RECORDS PROVIDED —

_____

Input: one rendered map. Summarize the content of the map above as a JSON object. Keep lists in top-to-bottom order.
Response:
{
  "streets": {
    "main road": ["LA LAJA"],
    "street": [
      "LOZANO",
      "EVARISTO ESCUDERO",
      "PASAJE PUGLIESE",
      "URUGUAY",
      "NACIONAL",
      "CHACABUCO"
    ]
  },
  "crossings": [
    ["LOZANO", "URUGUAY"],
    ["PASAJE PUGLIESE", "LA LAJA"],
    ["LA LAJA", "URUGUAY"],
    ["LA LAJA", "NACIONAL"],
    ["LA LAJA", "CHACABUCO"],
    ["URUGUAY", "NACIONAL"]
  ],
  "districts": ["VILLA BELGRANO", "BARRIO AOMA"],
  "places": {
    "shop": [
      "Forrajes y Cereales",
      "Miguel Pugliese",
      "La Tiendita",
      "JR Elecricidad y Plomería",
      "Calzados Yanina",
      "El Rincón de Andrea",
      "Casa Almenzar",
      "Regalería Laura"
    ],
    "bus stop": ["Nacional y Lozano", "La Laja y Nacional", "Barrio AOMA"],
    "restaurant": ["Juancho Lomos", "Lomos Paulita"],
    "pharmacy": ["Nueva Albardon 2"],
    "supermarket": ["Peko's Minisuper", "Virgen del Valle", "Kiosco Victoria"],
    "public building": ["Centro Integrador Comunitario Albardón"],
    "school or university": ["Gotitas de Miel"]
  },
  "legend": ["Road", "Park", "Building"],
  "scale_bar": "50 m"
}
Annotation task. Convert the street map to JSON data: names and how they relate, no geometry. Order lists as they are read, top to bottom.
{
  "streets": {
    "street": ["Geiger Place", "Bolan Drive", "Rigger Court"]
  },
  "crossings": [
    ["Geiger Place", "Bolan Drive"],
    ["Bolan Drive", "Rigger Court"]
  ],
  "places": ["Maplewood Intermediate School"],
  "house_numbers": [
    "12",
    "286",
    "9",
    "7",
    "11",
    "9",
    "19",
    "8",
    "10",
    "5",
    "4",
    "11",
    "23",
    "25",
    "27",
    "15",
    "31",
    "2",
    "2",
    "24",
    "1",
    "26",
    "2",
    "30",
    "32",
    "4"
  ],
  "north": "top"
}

_____

YOUR ASSIGNMENT —
Transcribe exactly, and only, the lines that extend from the one containing "Annotation task. Convert" to the end of the records above, inclusive of both.

RESPONSE —
Annotation task. Convert the street map to JSON data: names and how they relate, no geometry. Order lists as they are read, top to bottom.
{
  "streets": {
    "street": ["Geiger Place", "Bolan Drive", "Rigger Court"]
  },
  "crossings": [
    ["Geiger Place", "Bolan Drive"],
    ["Bolan Drive", "Rigger Court"]
  ],
  "places": ["Maplewood Intermediate School"],
  "house_numbers": [
    "12",
    "286",
    "9",
    "7",
    "11",
    "9",
    "19",
    "8",
    "10",
    "5",
    "4",
    "11",
    "23",
    "25",
    "27",
    "15",
    "31",
    "2",
    "2",
    "24",
    "1",
    "26",
    "2",
    "30",
    "32",
    "4"
  ],
  "north": "top"
}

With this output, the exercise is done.